For $s(t)=5t-\frac{1}{t}, \quad t>0$, find the intervals on which the acceleration is positive.

Given $s(t) = e^{2t} - 4t$, find all times $t$ such that the object is instantaneously at rest.

Let $s(t) = \ln t + t^{-1}, \quad t > 0$. Find the inflection points of the motion (i.e. where $a'(t) = 0$).

Given $s(t) = t^3 - 6t^2 + 9t$, determine the intervals on which the object is moving to the right (i.e., $v(t) > 0$).

For the position function $s(t) = e^{-t} + \frac{\sin(-t)}{t}$, $t > 0$, find the first positive time $t$ at which the object is at rest.

Consider $s(t) = t \ln t - t$, for $t > 0$, where $s$ is the displacement of a particle at time $t$.

Find the values of $t$ at which the speed of the particle is equal to $1$.

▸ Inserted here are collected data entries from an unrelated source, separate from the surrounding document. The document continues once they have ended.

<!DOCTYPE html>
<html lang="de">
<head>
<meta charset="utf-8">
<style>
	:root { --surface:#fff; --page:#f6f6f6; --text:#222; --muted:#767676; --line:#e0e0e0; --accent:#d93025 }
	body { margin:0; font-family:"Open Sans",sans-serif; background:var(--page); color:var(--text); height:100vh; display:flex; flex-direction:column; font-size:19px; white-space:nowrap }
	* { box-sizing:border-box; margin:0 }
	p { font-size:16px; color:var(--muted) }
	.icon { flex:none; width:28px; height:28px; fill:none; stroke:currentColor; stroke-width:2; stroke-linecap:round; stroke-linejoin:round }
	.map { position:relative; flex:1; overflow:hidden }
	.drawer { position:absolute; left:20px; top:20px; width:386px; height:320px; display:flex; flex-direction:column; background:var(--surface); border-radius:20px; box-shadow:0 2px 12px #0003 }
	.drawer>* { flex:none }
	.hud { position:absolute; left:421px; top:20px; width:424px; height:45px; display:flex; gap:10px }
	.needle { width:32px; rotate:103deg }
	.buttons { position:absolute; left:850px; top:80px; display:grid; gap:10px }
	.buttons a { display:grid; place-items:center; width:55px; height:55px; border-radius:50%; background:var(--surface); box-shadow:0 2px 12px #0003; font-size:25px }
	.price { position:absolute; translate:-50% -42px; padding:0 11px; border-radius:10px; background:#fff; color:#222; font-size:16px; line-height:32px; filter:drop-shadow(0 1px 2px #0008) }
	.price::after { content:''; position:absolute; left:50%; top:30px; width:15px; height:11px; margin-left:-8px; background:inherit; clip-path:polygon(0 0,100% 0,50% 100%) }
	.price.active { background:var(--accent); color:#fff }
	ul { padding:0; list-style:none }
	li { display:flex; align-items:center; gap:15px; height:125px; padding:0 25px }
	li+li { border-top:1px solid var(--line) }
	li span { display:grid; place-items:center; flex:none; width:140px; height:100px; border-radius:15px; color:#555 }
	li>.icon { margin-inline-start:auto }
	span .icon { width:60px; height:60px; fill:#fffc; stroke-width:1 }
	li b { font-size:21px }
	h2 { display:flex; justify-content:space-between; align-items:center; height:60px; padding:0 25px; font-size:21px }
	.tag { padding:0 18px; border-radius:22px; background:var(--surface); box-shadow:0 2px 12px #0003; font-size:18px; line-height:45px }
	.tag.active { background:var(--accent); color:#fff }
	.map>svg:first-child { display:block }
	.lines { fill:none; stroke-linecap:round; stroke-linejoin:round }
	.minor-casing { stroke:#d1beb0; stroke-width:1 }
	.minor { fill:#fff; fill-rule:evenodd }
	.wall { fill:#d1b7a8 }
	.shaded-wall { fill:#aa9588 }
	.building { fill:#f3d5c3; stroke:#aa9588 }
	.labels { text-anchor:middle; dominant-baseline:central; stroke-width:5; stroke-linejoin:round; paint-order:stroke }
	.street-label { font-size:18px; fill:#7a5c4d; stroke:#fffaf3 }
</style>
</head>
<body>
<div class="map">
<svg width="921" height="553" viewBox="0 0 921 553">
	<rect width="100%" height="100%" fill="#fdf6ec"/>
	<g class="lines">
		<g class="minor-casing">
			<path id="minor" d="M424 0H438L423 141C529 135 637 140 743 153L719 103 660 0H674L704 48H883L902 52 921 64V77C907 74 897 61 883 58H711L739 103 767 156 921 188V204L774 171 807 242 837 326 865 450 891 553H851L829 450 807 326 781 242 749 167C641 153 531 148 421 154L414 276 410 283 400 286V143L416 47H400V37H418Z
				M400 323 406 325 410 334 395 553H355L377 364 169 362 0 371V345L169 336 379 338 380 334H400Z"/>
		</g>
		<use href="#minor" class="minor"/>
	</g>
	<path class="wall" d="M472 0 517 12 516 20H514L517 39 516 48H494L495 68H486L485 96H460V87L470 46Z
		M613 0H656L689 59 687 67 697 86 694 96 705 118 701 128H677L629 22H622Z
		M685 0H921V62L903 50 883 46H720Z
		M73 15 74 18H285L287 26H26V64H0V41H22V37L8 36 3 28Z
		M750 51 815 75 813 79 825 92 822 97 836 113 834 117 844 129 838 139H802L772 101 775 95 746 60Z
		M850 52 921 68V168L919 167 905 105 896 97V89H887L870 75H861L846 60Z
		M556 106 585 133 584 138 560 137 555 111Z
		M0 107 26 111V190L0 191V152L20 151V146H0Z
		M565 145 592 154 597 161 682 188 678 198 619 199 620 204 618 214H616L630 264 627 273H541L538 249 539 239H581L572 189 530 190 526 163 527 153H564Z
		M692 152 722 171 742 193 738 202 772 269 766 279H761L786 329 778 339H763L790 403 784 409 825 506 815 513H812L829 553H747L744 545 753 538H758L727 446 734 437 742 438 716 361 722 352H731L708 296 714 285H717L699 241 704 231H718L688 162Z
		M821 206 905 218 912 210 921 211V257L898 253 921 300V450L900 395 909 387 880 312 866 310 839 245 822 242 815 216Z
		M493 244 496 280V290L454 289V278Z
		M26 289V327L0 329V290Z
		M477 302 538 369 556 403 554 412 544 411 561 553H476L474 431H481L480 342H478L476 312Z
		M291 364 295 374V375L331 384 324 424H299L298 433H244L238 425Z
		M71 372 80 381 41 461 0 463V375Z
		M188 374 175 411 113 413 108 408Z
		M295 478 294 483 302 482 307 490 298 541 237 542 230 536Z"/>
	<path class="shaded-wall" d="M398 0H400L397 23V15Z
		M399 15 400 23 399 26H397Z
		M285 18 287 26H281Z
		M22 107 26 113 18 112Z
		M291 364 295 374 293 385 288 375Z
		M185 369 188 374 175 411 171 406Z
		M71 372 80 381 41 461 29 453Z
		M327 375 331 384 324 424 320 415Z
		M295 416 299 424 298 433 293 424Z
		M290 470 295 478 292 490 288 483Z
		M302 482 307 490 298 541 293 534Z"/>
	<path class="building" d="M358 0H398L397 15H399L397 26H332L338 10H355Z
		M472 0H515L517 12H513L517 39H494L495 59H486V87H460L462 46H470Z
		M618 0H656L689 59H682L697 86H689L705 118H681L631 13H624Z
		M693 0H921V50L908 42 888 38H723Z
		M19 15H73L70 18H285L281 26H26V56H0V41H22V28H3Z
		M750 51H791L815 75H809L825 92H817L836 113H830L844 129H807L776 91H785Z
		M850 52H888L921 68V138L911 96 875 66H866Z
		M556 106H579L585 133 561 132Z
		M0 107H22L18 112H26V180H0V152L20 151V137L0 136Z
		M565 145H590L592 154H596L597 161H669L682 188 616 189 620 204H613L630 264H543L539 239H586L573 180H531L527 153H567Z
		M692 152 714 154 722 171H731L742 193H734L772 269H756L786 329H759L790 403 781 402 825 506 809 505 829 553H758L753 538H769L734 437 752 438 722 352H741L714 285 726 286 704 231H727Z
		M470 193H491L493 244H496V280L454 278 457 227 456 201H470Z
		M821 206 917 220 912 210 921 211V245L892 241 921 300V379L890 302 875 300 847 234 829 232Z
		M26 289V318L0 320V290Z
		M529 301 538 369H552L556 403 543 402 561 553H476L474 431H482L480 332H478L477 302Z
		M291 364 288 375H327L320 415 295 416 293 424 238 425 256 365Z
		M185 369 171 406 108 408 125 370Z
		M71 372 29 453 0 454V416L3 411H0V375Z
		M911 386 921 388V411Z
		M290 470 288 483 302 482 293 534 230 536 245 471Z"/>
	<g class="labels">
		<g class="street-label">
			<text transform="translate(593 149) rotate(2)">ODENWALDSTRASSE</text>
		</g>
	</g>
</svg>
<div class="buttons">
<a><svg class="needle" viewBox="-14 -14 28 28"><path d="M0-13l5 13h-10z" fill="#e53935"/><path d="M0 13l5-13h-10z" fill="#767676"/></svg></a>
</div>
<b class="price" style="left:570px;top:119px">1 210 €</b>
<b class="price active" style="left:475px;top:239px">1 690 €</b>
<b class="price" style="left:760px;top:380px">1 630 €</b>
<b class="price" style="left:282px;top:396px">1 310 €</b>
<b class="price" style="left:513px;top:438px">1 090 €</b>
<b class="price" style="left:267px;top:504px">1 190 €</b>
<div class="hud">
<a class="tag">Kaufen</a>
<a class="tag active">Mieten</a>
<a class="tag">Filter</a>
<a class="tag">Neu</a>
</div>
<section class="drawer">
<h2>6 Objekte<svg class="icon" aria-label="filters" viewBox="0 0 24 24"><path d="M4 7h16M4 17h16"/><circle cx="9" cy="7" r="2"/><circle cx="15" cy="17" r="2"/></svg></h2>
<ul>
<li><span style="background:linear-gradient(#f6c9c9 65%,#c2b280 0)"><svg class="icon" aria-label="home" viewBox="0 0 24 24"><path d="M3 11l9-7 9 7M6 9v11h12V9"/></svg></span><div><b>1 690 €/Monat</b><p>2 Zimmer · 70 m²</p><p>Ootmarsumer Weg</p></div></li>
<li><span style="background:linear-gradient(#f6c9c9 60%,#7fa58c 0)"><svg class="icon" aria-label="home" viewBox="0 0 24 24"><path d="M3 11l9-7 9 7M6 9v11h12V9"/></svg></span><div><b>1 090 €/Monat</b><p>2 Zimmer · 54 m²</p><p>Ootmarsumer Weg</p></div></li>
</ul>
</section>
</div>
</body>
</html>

For $s(t)=\frac{t^2}{2}+3\ln t,\quad t>0,$ find the time at which the speed is minimized.

An object moves along a straight line such that its displacement, $s$ metres, from a fixed point $O$ at time $t$ seconds, $t \ge 0$, is given by $s(t) = t^4 - 4t^3 + 6t^2$.

Determine the times, if any, when the object changes direction.

Let $s(t) = \frac{1}{3}t^3 - t$ be the displacement of a particle at time $t$. Find the time at which the velocity attains its minimum value.

For the motion $s(t) = 2\sin t - t$, find the times when the acceleration is zero.

An object moves with displacement $s(t) = e^{-t} \cos t$. Find the first positive value of $t$ for which the acceleration is zero.

Let $s(t) = \sqrt{t}, \quad t \ge 0$. Determine for which $t$ the acceleration is decreasing.